Of all the entries below, retype only the lines from the one with "font-size:21px; fill:#f3cbfa; stroke:#131a17" through the one with "659 800 739", exactly as they appear.
*** MATERIAL FOR THIS TASK ***
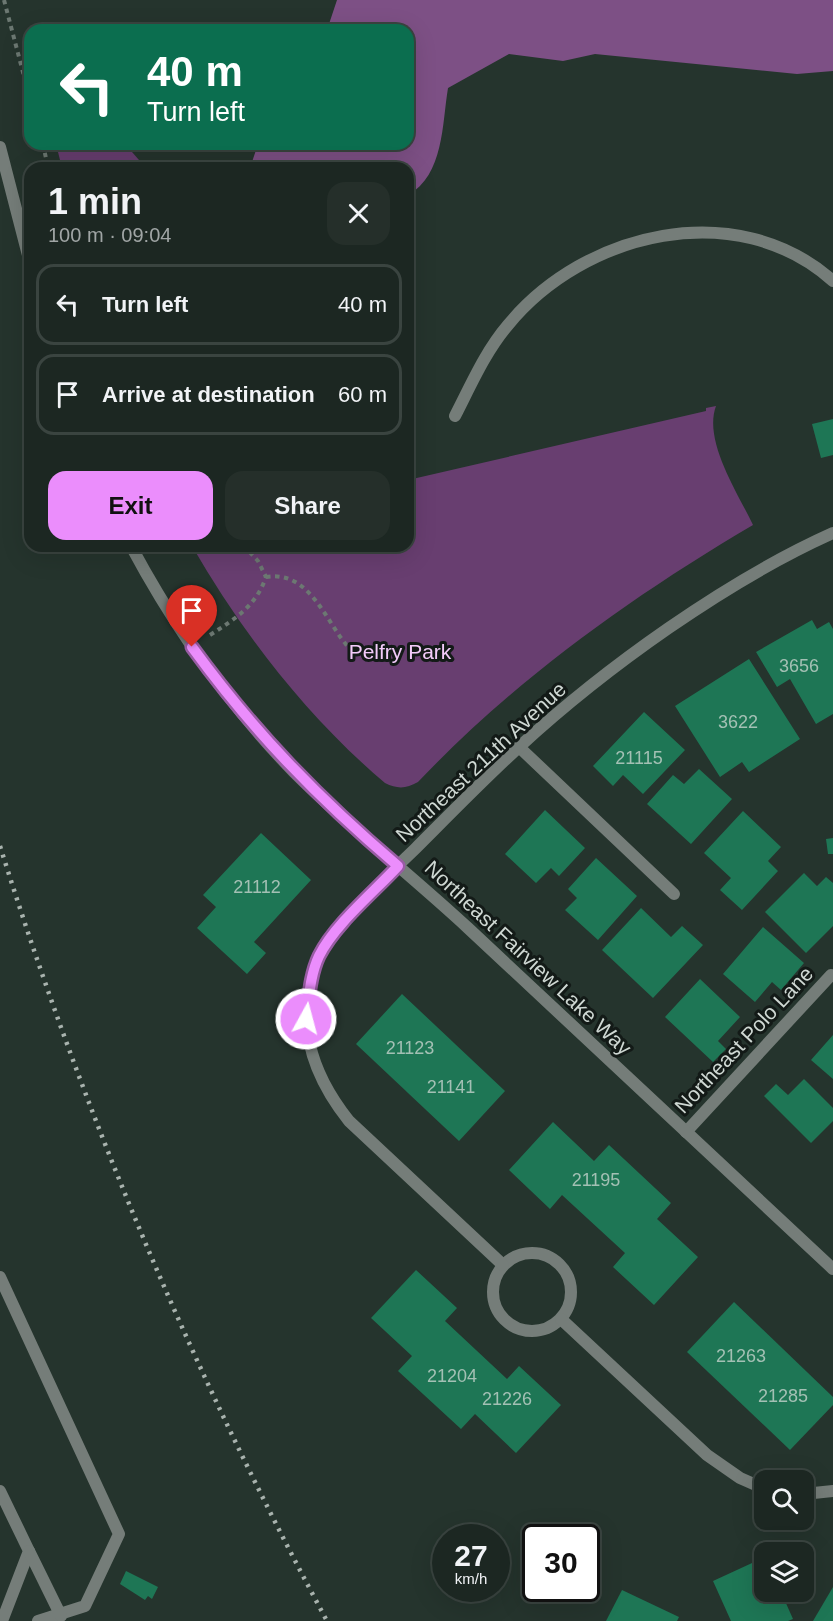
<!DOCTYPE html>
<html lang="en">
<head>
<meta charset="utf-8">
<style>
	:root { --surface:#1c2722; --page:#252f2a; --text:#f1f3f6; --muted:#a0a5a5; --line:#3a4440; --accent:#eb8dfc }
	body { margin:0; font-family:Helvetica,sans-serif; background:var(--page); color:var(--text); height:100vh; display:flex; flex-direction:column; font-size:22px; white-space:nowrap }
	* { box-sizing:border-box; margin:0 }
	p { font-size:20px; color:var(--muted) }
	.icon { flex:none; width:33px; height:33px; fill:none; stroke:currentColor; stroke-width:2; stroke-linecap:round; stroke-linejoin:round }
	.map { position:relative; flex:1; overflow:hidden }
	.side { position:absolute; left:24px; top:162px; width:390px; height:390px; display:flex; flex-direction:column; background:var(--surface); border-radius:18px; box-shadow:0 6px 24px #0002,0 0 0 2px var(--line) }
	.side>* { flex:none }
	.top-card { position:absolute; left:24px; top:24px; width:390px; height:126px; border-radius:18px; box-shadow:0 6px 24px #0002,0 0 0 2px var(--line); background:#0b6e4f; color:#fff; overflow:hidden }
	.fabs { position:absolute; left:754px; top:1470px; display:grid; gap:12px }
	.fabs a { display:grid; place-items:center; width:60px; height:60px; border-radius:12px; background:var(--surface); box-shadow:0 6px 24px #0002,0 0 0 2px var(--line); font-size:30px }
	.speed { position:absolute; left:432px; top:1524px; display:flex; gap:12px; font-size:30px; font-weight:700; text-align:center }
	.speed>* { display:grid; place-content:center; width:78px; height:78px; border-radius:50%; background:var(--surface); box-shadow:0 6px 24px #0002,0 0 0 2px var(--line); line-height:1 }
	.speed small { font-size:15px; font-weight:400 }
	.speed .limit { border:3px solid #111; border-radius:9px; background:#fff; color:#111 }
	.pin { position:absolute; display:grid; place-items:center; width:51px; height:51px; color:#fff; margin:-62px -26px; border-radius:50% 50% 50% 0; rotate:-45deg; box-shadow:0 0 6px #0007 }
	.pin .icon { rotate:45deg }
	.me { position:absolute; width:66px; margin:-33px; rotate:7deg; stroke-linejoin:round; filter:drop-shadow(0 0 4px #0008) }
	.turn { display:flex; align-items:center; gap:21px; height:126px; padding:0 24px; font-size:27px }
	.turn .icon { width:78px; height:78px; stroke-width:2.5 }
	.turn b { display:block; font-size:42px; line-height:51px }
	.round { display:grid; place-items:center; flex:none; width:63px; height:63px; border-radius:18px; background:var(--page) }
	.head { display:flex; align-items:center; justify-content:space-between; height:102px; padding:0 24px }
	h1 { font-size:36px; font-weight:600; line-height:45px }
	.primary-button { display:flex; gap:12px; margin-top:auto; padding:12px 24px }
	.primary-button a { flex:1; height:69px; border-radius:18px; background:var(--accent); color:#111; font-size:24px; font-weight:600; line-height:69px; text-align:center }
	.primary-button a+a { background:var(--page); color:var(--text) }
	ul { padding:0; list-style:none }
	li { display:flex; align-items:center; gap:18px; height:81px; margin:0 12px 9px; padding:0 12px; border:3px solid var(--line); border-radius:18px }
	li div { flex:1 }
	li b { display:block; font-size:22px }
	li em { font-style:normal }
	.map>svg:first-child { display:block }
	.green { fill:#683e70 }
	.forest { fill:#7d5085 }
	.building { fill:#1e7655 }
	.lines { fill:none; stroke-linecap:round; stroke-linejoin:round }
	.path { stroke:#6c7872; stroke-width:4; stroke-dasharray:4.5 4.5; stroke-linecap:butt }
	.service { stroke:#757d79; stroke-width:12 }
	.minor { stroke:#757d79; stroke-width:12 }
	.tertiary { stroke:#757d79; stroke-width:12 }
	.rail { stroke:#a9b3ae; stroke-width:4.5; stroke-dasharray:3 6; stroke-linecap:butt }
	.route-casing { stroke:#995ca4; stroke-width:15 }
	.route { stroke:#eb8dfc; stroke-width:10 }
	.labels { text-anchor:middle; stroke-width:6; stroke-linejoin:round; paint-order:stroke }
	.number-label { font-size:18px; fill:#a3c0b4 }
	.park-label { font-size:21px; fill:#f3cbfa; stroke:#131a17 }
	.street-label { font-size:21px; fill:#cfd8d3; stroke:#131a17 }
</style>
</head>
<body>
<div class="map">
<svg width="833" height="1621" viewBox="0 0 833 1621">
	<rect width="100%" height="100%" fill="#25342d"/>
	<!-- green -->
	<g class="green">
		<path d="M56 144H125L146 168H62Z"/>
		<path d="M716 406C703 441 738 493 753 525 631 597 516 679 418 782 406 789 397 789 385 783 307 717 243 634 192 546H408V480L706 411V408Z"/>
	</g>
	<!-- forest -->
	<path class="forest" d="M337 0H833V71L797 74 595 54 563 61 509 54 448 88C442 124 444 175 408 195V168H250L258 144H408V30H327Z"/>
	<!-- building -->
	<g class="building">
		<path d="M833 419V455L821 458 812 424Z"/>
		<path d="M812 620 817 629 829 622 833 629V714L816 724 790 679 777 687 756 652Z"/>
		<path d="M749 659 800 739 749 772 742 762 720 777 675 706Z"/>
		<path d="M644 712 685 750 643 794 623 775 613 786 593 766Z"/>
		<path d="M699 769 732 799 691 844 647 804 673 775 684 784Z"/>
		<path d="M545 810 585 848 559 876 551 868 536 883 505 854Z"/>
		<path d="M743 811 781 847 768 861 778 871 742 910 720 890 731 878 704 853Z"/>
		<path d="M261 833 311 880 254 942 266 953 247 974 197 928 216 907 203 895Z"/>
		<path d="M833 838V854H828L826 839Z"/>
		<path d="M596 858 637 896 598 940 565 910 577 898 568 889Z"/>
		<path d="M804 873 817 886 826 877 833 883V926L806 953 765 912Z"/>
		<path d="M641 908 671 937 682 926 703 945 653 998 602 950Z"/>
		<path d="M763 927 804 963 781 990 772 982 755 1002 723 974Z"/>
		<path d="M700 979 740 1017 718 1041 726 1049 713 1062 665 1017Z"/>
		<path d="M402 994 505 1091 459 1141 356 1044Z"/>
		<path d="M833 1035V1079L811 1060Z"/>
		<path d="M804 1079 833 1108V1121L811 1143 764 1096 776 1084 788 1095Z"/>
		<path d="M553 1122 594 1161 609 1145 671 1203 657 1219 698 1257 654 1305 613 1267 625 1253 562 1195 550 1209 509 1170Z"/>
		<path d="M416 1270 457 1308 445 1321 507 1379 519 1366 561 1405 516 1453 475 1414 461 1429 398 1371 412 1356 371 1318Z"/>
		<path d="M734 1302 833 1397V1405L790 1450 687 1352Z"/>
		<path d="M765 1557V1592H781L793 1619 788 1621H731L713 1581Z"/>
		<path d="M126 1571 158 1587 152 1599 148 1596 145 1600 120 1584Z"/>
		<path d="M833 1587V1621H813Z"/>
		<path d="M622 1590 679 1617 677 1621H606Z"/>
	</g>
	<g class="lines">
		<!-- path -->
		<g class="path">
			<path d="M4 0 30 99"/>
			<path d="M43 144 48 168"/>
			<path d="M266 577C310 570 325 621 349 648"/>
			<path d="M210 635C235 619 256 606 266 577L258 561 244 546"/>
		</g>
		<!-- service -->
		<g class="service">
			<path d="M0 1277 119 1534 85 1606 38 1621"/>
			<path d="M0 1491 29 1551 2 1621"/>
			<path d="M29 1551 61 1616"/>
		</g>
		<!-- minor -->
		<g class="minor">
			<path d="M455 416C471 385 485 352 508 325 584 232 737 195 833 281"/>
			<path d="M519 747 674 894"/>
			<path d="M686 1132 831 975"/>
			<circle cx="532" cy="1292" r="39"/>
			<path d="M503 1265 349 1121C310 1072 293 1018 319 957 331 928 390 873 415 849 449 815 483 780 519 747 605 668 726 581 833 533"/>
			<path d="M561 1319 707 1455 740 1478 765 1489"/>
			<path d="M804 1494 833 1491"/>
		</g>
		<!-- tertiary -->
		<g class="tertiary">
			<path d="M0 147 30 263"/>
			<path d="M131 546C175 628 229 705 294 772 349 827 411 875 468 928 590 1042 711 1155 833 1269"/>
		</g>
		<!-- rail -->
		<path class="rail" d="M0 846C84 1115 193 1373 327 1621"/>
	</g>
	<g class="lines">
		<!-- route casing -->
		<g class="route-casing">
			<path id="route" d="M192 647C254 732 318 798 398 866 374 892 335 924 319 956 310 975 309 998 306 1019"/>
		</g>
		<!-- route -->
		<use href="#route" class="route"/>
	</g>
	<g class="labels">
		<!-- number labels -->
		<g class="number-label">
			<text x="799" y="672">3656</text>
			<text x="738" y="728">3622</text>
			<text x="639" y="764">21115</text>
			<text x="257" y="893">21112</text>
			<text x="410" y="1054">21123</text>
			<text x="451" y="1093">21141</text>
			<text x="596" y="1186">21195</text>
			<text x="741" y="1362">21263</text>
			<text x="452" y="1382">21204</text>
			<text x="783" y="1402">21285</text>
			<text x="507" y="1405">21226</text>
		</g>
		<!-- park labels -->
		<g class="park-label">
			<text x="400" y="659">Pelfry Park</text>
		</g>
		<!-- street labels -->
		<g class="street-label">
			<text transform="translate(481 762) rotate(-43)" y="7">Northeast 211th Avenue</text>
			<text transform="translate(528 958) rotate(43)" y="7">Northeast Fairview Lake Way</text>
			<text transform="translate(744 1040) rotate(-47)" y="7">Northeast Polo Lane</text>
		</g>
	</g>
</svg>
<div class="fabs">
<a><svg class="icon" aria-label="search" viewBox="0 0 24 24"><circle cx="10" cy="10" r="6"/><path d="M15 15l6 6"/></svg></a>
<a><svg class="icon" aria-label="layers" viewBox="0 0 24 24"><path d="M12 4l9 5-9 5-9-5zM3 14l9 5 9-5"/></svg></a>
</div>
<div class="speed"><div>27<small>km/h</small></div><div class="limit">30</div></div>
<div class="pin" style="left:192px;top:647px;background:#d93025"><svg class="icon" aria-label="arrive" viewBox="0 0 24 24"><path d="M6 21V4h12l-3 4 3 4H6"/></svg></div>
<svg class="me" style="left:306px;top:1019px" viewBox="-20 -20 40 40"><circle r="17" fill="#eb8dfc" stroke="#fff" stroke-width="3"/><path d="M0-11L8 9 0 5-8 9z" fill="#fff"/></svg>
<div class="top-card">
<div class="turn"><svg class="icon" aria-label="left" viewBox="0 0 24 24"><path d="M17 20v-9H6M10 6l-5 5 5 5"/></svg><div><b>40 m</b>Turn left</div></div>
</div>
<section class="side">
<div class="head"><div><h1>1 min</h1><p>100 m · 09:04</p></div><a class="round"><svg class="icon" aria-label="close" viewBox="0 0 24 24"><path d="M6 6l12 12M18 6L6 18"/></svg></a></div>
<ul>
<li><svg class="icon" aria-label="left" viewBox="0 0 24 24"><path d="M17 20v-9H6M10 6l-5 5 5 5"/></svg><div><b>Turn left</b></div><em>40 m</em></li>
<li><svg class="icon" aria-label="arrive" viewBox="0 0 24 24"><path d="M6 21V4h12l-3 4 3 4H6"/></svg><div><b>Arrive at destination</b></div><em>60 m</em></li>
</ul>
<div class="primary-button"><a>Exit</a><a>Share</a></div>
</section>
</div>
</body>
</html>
*** End of MATERIAL FOR THIS TASK ***
ANSWER FOR THIS EXERCISE →
	.park-label { font-size:21px; fill:#f3cbfa; stroke:#131a17 }
	.street-label { font-size:21px; fill:#cfd8d3; stroke:#131a17 }
</style>
</head>
<body>
<div class="map">
<svg width="833" height="1621" viewBox="0 0 833 1621">
	<rect width="100%" height="100%" fill="#25342d"/>
	<!-- green -->
	<g class="green">
		<path d="M56 144H125L146 168H62Z"/>
		<path d="M716 406C703 441 738 493 753 525 631 597 516 679 418 782 406 789 397 789 385 783 307 717 243 634 192 546H408V480L706 411V408Z"/>
	</g>
	<!-- forest -->
	<path class="forest" d="M337 0H833V71L797 74 595 54 563 61 509 54 448 88C442 124 444 175 408 195V168H250L258 144H408V30H327Z"/>
	<!-- building -->
	<g class="building">
		<path d="M833 419V455L821 458 812 424Z"/>
		<path d="M812 620 817 629 829 622 833 629V714L816 724 790 679 777 687 756 652Z"/>
		<path d="M749 659 800 739 749 772 742 762 720 777 675 706Z"/>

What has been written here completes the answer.